[[ DATA FOR THIS TASK open ]]

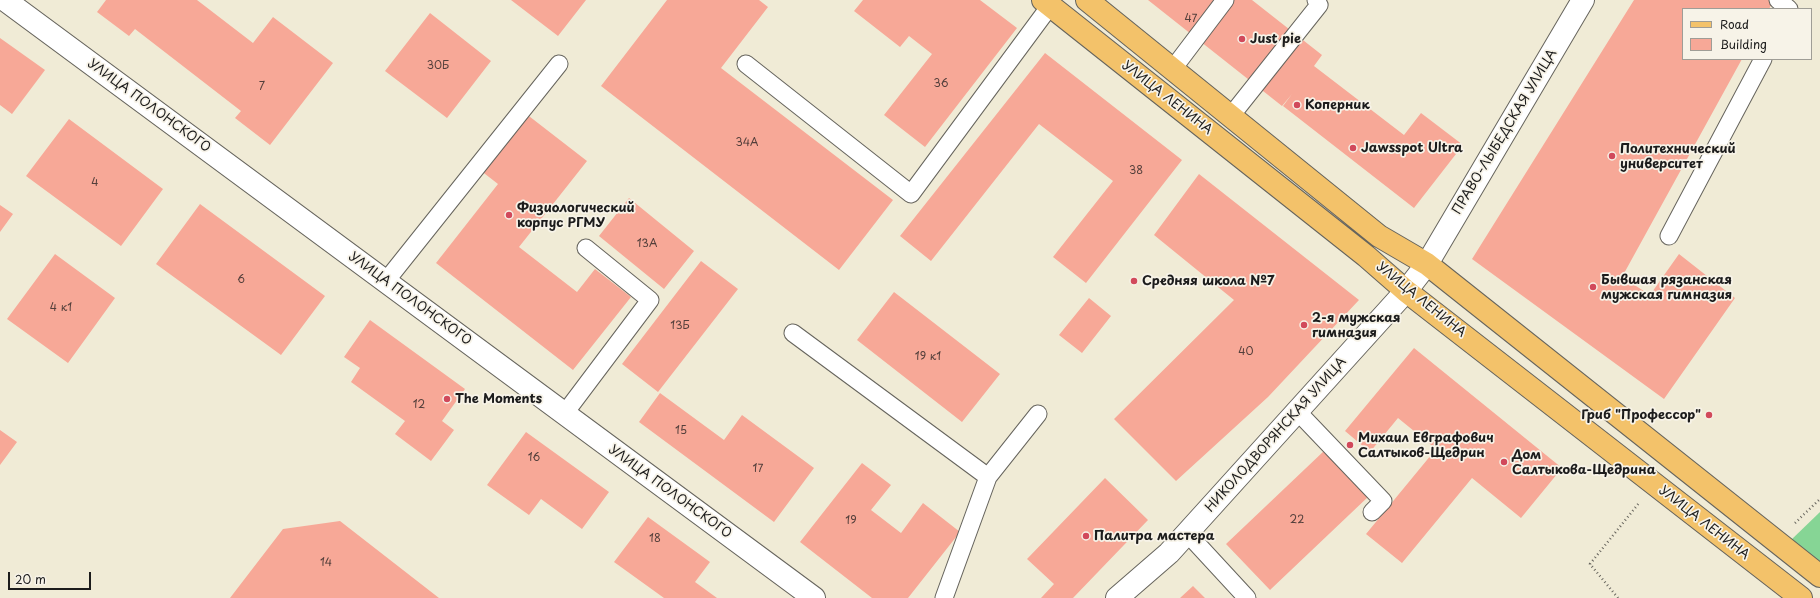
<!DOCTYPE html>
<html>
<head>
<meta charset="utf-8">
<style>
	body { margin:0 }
	#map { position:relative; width:1820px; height:598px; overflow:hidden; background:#f0ebd6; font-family:"Playpen Sans",sans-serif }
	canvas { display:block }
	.legend { position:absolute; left:1682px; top:8px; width:130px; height:52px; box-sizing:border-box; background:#f7f3e8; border:1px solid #9f9d96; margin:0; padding:5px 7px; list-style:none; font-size:12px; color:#1c1c1c }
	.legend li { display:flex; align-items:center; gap:8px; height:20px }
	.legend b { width:20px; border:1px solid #9f9d96 }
	.scale { position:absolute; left:8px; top:572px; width:83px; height:18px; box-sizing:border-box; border:2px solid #1c1c1c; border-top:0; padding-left:5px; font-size:12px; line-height:14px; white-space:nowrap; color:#1c1c1c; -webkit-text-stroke:3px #f7f3e8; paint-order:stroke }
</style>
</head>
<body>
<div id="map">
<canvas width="1820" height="598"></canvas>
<ul class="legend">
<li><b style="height:5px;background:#f3c26a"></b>Road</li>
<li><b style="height:11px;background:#f7a897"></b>Building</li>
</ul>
<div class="scale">20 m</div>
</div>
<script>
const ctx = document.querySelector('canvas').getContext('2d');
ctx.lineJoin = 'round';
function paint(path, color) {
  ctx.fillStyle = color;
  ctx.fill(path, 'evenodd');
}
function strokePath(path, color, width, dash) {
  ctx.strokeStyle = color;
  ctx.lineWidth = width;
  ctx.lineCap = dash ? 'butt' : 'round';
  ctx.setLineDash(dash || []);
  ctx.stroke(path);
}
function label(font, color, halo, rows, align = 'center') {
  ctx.font = font + ' "Playpen Sans",sans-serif';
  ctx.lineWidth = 3.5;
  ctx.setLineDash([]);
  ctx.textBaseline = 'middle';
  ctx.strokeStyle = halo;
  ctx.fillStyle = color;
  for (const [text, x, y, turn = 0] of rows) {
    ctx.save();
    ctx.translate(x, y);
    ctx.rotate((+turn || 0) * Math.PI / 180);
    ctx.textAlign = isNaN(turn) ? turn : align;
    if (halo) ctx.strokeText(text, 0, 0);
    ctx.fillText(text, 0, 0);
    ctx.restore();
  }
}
paint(new Path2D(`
	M 1820,512 L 1820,563 L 1791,540 Z`), '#86d595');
paint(new Path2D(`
	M 106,0 L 197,0 L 253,43 L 273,17 L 333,63 L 270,145 L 235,118 L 241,111 L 135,29 L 129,36 L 97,12 Z
	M 511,0 L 586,0 L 558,36 Z
	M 667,0 L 759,0 L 768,7 L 721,68 L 893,200 L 839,270 L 601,86 Z
	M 863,0 L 980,0 L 1017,28 L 925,147 L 884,115 L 932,54 L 909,36 L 900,47 L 854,11 Z
	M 1148,0 L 1252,0 L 1322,55 L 1314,66 L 1404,135 L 1421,113 L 1463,145 L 1414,208 L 1283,106 L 1292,94 L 1282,106 Z
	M 1634,0 L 1774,0 L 1769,9 L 1683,9 L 1683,59 L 1742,59 L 1622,277 L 1650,295 L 1679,254 L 1735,298 L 1664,399 L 1472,259 Z
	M 430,13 L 491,61 L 447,118 L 385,71 Z
	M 0,38 L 45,70 L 12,114 L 0,105 Z
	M 1045,53 L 1182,160 L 1086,283 L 1053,257 L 1113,181 L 1039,124 L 931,261 L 900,236 Z
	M 525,113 L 587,161 L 519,247 L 577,292 L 595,269 L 631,297 L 573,370 L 436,263 L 498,184 L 480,170 Z
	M 69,119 L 163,189 L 121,246 L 26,176 Z
	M 1199,174 L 1359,300 L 1268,397 L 1176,481 L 1114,419 L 1234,300 L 1154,235 Z
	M 629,198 L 694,251 L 664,289 L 599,236 Z
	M 200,204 L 325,296 L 281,355 L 156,264 Z
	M 0,205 L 13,214 L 0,232 Z
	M 55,254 L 115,298 L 68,363 L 7,319 Z
	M 701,261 L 738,289 L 658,392 L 622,364 Z
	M 894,292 L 1000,374 L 962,422 L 857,340 Z
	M 1089,298 L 1111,316 L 1082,353 L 1059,335 Z
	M 370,320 L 465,389 L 442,421 L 454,430 L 431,461 L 395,434 L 405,421 L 351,382 L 360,368 L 344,357 Z
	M 1414,348 L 1562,468 L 1521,518 L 1472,478 L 1402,563 L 1366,534 L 1436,449 L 1398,418 L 1370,452 L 1345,431 Z
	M 660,393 L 724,440 L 742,415 L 814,468 L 774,522 L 639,422 Z
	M 0,430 L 17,442 L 0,465 Z
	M 526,432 L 609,492 L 582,529 L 541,499 L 529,515 L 487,485 Z
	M 1325,450 L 1369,496 L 1270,590 L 1226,544 Z
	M 862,463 L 891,485 L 871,510 L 901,533 L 923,503 L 960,532 L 908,598 L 872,598 L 800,542 Z
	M 1105,478 L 1148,520 L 1073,598 L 1041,598 L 1054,584 L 1027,559 Z
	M 648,517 L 710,562 L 695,582 L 717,598 L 664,598 L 614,562 Z
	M 340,521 L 439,598 L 230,598 L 283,529 Z
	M 1193,586 L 1205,598 L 1180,598 Z`), '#f7a897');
const service = new Path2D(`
	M 1778,0 L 1789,9
	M 746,64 L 911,194 L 1050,6
	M 1172,70 L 1225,0
	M 1230,117 L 1319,5 L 1316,0
	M 1669,236 L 1763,59
	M 386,281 L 559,64
	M 793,333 L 988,477
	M 1297,411 L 1383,501 L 1372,512
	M 565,413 L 650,300 L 586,248
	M 1187,533 L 1247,598
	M 944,598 L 988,477 L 1038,414`);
const minor = new Path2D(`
	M 5,0 L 814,598
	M 1117,598 L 1169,553 L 1406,291 L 1427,264 L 1583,0`);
const primary = new Path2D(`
	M 1043,0 L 1366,256 L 1406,291 L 1801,598
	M 1087,0 L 1379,236 L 1427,264 L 1820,576`);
strokePath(service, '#66645d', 19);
strokePath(minor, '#66645d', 24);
strokePath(primary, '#66645d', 24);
strokePath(new Path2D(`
	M 1795,523 L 1820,499
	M 1618,598 L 1590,564 L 1639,503`), '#66645d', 2.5, [1, 3]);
strokePath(service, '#fff', 17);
strokePath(minor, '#fff', 22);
strokePath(primary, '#f3c26a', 22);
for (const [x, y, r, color] of [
	[1242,39,4,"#d1495b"],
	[1297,105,4,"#d1495b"],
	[1353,148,4,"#d1495b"],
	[1612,156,4,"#d1495b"],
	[509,215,4,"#d1495b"],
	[1134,281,4,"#d1495b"],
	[1593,287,4,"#d1495b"],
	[1304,325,4,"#d1495b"],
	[447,399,4,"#d1495b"],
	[1709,415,4,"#d1495b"],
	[1350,445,4,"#d1495b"],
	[1504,462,4,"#d1495b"],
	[1086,536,4,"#d1495b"]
]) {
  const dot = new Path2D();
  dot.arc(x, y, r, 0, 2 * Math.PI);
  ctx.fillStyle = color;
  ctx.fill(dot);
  strokePath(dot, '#f7f3e8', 1.5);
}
label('11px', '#533f3b', null, [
	["47",1191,19],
	["30Б",438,66],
	["36",941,84],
	["7",262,87],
	["34А",747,143],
	["38",1136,171],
	["4",95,183],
	["13А",647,244],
	["6",241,280],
	["4 к1",61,308],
	["13Б",680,326],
	["40",1246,352],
	["19 к1",928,357],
	["12",419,405],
	["15",681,431],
	["16",534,458],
	["17",758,469],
	["22",1297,520],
	["19",851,521],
	["18",655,539],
	["14",326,563]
]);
label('bold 13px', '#1c1c1c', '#f7f3e8', [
	["Just pie",1250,39],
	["Коперник",1305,105],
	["Jawsspot Ultra",1361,148],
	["Политехнический",1620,149],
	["университет",1620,164],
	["Физиологический",517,208],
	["корпус РГМУ",517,223],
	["Бывшая рязанская",1601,280],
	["мужская гимназия",1601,295],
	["Средняя школа №7",1142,281],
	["2-я мужская",1312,318],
	["гимназия",1312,333],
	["The Moments",455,399],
	["Гриб \"Профессор\"",1701,415,"right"],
	["Михаил Евграфович",1358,438],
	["Салтыков-Щедрин",1358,453],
	["Дом",1512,455],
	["Салтыкова-Щедрина",1512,470],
	["Палитра мастера",1094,536]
], 'left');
label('13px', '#1c1c1c', '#f7f3e8', [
	["УЛИЦА ЛЕНИНА",1167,98,38],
	["УЛИЦА ПОЛОНСКОГО",149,106,36],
	["ПРАВО-ЛЫБЕДСКАЯ УЛИЦА",1505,132,-59],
	["УЛИЦА ПОЛОНСКОГО",410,299,36],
	["УЛИЦА ЛЕНИНА",1421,300,39],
	["НИКОЛОДВОРЯНСКАЯ УЛИЦА",1276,435,-48],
	["УЛИЦА ПОЛОНСКОГО",670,492,36],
	["УЛИЦА ЛЕНИНА",1704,523,38]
]);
</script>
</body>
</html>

[[ DATA FOR THIS TASK closed ]]

Using the entries shown above, reproduce verbatim the lines from the line bearing "const ctx = document.querySelector('canvas').getContext('2d');" to the line bearing "ctx.font = font", inclusive.

const ctx = document.querySelector('canvas').getContext('2d');
ctx.lineJoin = 'round';
function paint(path, color) {
  ctx.fillStyle = color;
  ctx.fill(path, 'evenodd');
}
function strokePath(path, color, width, dash) {
  ctx.strokeStyle = color;
  ctx.lineWidth = width;
  ctx.lineCap = dash ? 'butt' : 'round';
  ctx.setLineDash(dash || []);
  ctx.stroke(path);
}
function label(font, color, halo, rows, align = 'center') {
  ctx.font = font + ' "Playpen Sans",sans-serif';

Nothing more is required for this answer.